Exercise details — For this exercise, repeat the records below exactly as written.

Collected data entries —
────────────────

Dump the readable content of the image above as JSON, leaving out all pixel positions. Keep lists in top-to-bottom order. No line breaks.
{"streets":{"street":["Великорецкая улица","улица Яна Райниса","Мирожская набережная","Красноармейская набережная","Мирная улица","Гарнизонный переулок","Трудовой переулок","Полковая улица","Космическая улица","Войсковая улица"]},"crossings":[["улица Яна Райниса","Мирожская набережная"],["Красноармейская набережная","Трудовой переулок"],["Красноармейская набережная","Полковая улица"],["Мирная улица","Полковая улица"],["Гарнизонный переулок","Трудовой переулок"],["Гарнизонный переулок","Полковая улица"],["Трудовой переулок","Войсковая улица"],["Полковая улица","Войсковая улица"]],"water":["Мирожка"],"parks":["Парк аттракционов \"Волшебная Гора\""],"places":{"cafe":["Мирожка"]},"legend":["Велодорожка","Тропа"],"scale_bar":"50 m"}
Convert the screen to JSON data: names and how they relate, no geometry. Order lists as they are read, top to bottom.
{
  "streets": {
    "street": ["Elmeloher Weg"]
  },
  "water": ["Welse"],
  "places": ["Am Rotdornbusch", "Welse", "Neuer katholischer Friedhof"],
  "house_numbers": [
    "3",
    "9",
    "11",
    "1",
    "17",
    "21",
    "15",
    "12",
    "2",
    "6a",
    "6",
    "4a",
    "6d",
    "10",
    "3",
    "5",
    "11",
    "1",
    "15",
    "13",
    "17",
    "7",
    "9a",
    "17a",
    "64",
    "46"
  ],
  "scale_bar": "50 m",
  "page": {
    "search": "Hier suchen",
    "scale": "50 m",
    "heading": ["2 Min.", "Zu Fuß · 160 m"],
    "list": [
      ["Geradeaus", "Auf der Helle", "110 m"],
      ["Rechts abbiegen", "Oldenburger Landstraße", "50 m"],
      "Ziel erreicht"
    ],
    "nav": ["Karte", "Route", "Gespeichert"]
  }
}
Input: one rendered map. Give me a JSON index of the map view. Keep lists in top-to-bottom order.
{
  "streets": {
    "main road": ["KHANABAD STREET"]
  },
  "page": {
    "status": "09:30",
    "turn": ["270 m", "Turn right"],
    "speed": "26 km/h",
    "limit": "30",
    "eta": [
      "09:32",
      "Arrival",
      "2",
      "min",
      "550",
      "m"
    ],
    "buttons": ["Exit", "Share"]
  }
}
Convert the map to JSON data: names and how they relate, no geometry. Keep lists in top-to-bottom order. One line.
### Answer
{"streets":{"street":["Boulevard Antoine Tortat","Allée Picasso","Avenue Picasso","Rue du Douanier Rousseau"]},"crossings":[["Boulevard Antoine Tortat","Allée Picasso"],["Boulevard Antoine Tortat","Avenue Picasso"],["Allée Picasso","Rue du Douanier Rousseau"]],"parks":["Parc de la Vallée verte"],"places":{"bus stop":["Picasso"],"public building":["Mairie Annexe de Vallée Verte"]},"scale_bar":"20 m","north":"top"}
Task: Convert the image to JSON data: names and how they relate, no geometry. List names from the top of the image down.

────────────────

Reply —
Dump the readable content of the image above as JSON, leaving out all pixel positions. Keep lists in top-to-bottom order. No line breaks.
{"streets":{"street":["Великорецкая улица","улица Яна Райниса","Мирожская набережная","Красноармейская набережная","Мирная улица","Гарнизонный переулок","Трудовой переулок","Полковая улица","Космическая улица","Войсковая улица"]},"crossings":[["улица Яна Райниса","Мирожская набережная"],["Красноармейская набережная","Трудовой переулок"],["Красноармейская набережная","Полковая улица"],["Мирная улица","Полковая улица"],["Гарнизонный переулок","Трудовой переулок"],["Гарнизонный переулок","Полковая улица"],["Трудовой переулок","Войсковая улица"],["Полковая улица","Войсковая улица"]],"water":["Мирожка"],"parks":["Парк аттракционов \"Волшебная Гора\""],"places":{"cafe":["Мирожка"]},"legend":["Велодорожка","Тропа"],"scale_bar":"50 m"}
Convert the screen to JSON data: names and how they relate, no geometry. Order lists as they are read, top to bottom.
{
  "streets": {
    "street": ["Elmeloher Weg"]
  },
  "water": ["Welse"],
  "places": ["Am Rotdornbusch", "Welse", "Neuer katholischer Friedhof"],
  "house_numbers": [
    "3",
    "9",
    "11",
    "1",
    "17",
    "21",
    "15",
    "12",
    "2",
    "6a",
    "6",
    "4a",
    "6d",
    "10",
    "3",
    "5",
    "11",
    "1",
    "15",
    "13",
    "17",
    "7",
    "9a",
    "17a",
    "64",
    "46"
  ],
  "scale_bar": "50 m",
  "page": {
    "search": "Hier suchen",
    "scale": "50 m",
    "heading": ["2 Min.", "Zu Fuß · 160 m"],
    "list": [
      ["Geradeaus", "Auf der Helle", "110 m"],
      ["Rechts abbiegen", "Oldenburger Landstraße", "50 m"],
      "Ziel erreicht"
    ],
    "nav": ["Karte", "Route", "Gespeichert"]
  }
}
Input: one rendered map. Give me a JSON index of the map view. Keep lists in top-to-bottom order.
{
  "streets": {
    "main road": ["KHANABAD STREET"]
  },
  "page": {
    "status": "09:30",
    "turn": ["270 m", "Turn right"],
    "speed": "26 km/h",
    "limit": "30",
    "eta": [
      "09:32",
      "Arrival",
      "2",
      "min",
      "550",
      "m"
    ],
    "buttons": ["Exit", "Share"]
  }
}
Convert the map to JSON data: names and how they relate, no geometry. Keep lists in top-to-bottom order. One line.
### Answer
{"streets":{"street":["Boulevard Antoine Tortat","Allée Picasso","Avenue Picasso","Rue du Douanier Rousseau"]},"crossings":[["Boulevard Antoine Tortat","Allée Picasso"],["Boulevard Antoine Tortat","Avenue Picasso"],["Allée Picasso","Rue du Douanier Rousseau"]],"parks":["Parc de la Vallée verte"],"places":{"bus stop":["Picasso"],"public building":["Mairie Annexe de Vallée Verte"]},"scale_bar":"20 m","north":"top"}
Task: Convert the image to JSON data: names and how they relate, no geometry. List names from the top of the image down.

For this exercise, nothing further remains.